Because I make lists for darn near everything (do you think I can paid for that?), I made a pros and cons list about leaving my job.

Staying at Ye Olde Job until July/October

Pros

Cons

1. I will have a job and income until July or October

1. I will spend another year doing something that I am uninterested topically/not moving forward. I feel like I am wasting my time.


2. It looks good to have two years (or close to two years) on the job for the resume. Employers will not ask as many questions.

2. If Jim (my husband and not his real name) and I are thinking about trying to have kids at some point in the next couple of years, I want to be established in a new job before we do so.



Leaving in December if I DO NOT have a job of any kind

Pros

Cons

1. I will have full time to look for what I want to do. Possibly take courses, etc.

1. We will have considerably less income or savings coming in


2. I will not have to live somewhere else/travel for a half year

2. With this economy no idea how long it will take me to get another job


3. I will not have to deal with Boss Lady and this stupid department

3. Depending on how long it takes to find a job, I will need to explain to prospective employers about only being at my job for 14 months.
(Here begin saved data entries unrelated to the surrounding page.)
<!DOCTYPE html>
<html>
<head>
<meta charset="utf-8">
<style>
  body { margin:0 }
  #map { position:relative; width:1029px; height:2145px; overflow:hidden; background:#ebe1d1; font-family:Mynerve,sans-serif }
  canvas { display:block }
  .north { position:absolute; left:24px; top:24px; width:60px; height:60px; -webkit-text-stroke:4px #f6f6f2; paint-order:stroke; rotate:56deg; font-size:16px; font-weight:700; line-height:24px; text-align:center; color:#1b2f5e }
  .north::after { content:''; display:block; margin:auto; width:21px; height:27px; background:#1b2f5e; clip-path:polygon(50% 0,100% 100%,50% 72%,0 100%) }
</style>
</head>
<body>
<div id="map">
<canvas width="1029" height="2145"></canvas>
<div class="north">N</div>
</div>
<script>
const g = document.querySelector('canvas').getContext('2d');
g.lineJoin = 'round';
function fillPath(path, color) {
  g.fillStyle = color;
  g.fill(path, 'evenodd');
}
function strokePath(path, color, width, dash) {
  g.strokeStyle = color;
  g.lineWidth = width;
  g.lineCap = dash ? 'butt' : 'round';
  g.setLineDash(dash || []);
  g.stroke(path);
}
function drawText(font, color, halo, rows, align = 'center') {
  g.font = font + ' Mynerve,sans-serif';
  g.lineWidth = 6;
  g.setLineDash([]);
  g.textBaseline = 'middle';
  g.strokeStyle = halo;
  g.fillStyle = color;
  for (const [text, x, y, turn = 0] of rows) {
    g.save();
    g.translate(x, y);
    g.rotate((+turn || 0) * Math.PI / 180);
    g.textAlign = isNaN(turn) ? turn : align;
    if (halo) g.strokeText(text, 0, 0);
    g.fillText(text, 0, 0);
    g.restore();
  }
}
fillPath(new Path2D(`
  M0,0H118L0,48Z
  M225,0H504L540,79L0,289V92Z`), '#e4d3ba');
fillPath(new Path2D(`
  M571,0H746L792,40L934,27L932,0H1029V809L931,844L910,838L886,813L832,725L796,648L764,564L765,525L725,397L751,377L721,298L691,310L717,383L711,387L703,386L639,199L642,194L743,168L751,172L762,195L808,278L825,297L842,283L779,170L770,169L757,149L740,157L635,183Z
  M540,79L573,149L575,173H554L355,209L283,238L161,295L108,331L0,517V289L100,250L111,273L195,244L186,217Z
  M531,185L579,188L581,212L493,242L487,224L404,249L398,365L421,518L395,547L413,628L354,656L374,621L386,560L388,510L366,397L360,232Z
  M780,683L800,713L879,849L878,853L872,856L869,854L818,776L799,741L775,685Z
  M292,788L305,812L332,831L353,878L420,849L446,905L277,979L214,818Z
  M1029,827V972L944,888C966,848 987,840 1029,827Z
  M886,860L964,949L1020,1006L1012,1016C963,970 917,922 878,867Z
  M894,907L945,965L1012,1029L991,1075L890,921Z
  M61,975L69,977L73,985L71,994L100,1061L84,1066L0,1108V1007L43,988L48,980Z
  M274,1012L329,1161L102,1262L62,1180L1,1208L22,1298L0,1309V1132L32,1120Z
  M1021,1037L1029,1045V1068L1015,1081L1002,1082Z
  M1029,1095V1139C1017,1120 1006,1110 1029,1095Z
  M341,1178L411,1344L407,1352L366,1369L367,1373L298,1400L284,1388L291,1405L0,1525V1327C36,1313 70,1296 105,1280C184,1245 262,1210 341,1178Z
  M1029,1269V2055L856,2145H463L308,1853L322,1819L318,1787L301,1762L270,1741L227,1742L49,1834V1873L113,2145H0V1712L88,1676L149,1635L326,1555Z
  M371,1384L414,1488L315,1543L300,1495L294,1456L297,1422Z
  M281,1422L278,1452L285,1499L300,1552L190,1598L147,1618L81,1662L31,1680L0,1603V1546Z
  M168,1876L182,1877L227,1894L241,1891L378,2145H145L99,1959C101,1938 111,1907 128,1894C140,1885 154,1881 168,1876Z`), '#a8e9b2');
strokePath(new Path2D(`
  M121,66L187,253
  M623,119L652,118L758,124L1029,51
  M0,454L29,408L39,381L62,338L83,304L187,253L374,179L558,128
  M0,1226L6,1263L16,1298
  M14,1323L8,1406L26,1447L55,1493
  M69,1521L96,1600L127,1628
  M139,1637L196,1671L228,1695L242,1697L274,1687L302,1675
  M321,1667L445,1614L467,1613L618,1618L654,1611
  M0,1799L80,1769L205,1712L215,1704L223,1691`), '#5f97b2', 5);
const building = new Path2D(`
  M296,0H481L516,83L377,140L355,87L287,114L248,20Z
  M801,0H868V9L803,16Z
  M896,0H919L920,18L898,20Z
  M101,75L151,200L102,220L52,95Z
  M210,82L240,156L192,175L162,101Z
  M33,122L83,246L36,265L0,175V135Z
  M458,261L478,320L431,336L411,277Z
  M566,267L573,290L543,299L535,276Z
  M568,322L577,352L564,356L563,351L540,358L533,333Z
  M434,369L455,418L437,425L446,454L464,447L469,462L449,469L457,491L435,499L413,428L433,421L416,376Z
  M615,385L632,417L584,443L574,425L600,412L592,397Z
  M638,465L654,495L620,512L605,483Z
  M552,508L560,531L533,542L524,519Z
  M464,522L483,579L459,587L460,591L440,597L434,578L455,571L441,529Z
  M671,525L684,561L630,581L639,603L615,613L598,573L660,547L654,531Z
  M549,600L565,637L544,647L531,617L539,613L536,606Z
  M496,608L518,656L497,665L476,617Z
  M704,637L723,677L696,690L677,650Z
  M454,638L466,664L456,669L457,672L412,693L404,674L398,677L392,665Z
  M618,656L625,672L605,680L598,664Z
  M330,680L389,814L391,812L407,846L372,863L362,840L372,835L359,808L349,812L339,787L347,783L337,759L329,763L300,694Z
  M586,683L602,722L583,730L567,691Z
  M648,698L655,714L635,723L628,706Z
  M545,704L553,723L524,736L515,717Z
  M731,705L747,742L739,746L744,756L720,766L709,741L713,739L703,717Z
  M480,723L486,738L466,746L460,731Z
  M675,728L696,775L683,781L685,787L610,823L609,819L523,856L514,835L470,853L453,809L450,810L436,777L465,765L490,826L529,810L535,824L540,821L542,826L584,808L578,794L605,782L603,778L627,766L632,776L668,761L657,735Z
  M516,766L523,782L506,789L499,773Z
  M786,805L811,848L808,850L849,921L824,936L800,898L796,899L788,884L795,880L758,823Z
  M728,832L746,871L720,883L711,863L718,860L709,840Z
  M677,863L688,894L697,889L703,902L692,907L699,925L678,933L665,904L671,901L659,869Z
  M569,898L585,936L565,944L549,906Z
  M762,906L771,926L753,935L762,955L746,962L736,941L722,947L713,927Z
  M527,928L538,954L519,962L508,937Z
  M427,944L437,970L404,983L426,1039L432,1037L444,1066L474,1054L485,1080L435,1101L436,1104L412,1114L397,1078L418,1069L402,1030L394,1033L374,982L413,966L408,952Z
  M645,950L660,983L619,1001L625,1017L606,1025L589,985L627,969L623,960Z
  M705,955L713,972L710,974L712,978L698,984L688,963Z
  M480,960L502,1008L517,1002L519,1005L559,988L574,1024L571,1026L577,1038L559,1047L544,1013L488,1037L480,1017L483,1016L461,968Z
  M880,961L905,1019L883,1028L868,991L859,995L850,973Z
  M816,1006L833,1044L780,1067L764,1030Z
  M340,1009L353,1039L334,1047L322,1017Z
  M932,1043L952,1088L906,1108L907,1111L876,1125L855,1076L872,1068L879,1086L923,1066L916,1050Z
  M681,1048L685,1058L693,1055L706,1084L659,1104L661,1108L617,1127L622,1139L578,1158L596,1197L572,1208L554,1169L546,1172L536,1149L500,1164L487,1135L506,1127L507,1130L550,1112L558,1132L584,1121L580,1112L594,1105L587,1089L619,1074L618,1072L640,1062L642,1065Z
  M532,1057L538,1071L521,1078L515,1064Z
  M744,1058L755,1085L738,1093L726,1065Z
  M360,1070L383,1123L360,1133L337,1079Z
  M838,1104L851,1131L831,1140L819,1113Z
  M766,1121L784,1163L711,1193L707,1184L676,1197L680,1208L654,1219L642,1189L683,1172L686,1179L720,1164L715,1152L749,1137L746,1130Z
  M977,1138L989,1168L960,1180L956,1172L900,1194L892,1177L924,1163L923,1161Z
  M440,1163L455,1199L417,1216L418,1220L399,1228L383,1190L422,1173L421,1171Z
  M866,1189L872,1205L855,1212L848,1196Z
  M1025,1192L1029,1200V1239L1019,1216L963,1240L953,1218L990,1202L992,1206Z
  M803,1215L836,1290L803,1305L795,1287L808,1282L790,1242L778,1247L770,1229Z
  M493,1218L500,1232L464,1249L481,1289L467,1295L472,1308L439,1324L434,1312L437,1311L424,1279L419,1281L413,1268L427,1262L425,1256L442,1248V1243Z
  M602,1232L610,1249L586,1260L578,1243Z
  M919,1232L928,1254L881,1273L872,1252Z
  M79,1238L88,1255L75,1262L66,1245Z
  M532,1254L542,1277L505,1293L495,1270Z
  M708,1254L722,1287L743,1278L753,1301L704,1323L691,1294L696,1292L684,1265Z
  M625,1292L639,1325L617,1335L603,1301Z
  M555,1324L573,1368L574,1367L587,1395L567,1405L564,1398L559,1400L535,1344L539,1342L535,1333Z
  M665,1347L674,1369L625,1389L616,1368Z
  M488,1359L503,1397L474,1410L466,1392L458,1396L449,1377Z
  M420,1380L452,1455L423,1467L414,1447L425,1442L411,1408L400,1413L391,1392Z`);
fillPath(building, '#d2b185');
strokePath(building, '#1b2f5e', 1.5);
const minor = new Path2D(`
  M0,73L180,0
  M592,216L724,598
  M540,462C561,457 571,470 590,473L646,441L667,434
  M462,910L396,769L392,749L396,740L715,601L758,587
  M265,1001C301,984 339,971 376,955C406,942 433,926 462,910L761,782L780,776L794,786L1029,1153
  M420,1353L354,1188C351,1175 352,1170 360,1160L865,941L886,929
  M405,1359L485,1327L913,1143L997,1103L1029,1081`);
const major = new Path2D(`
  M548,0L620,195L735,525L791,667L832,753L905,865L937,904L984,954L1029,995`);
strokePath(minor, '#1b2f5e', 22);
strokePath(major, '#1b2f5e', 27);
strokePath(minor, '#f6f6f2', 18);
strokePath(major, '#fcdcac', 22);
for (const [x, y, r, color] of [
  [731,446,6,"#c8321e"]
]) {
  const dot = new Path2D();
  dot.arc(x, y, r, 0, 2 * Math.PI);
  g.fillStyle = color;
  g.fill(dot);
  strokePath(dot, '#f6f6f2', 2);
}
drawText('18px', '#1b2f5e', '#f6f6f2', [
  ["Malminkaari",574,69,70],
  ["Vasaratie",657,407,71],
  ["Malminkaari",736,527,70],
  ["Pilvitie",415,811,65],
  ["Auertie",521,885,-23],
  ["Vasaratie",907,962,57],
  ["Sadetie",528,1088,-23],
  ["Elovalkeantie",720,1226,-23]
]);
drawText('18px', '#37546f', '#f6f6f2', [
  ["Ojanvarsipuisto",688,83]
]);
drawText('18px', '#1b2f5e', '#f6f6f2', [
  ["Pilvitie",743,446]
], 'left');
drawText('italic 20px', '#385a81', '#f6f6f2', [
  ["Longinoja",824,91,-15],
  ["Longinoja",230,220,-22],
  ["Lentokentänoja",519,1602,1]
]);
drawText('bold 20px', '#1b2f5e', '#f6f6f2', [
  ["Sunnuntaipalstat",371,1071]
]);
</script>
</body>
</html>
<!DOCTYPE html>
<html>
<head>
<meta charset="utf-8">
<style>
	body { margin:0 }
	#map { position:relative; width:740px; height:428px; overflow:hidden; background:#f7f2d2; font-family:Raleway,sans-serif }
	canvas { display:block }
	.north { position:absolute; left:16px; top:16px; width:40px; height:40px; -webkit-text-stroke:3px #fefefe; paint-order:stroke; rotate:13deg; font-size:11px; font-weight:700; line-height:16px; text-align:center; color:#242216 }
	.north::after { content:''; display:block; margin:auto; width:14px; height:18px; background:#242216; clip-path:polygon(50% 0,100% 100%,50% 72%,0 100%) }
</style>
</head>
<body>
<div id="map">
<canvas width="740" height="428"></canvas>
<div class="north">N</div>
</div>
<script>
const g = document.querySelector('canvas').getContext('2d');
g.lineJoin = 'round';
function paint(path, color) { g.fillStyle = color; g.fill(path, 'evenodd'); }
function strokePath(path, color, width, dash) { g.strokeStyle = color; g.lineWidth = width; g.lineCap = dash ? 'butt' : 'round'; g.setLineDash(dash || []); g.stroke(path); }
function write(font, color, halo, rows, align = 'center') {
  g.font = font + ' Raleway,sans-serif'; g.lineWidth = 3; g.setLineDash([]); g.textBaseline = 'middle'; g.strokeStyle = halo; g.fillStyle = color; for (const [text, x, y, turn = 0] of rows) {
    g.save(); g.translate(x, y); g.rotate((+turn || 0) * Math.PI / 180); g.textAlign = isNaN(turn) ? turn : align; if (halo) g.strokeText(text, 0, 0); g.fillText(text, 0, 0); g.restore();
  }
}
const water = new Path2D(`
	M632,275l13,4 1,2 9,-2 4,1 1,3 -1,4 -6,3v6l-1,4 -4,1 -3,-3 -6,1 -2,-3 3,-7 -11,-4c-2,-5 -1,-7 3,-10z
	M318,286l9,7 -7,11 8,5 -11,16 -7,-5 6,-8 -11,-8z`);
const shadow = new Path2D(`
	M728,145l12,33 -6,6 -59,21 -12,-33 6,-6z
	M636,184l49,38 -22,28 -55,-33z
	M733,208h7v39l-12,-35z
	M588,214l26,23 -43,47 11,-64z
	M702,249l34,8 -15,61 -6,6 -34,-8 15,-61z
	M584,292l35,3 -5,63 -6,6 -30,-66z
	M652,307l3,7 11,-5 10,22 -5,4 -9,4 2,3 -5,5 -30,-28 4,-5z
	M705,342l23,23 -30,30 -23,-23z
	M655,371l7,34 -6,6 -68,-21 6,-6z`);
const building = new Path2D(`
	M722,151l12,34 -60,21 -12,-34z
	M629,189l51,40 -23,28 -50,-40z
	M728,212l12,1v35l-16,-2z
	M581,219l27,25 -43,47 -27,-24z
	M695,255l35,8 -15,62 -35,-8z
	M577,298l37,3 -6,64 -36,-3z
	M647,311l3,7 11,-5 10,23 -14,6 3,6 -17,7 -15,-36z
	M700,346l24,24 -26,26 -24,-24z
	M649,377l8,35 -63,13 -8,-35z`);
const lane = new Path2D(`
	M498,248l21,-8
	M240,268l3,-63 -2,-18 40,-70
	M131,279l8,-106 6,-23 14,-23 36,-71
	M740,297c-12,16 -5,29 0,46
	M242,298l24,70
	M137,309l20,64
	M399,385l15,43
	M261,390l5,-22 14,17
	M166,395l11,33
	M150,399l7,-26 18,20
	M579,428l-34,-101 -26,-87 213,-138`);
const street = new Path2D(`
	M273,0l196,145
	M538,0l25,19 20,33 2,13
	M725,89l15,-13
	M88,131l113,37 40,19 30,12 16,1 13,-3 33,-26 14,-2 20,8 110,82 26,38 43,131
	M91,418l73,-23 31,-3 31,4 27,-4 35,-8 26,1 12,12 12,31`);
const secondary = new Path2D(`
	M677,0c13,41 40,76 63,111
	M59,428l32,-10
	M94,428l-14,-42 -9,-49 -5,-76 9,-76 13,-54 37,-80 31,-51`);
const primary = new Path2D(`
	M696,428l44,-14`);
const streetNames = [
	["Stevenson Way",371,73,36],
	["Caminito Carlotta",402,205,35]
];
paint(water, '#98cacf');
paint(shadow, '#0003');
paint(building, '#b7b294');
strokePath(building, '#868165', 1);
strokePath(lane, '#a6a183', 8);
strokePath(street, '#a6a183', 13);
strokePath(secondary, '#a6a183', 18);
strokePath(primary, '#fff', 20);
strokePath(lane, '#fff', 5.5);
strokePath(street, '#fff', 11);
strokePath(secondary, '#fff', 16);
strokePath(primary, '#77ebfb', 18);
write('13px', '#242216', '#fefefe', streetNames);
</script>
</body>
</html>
By leaving now, I avoid the the weekly travel for six months out of the year that is an integral part of my job and that wrings the life out of me. Work travel doesn't have to be all that bad. I know lots of people do it. Here's why it sucks for me:
1. I can't move around on my own - I live in a city with public transport and travel each week to a suburban place. The only real way I have to get around is with my coworkers in our car. That means I eat where they eat, and I go where they go.

2. We're not exactly going to the most interesting of place each week. I go to the same place. There's not much there to do. Sorry to say it, but it's the truth.

3. I miss my friends, my husband and my home. That's pretty damn important.

In the end this decision boils down to time and money. Am I willing to sacrifice the time that I will spend working at a job that is not pushing me in the right direction for the security of income and piling up time on my resume? In some ways, I feel like time is something that I will never get back.

By the way, did I tell you I would need to give my notice in a week at the latest? Oh yeah....that too.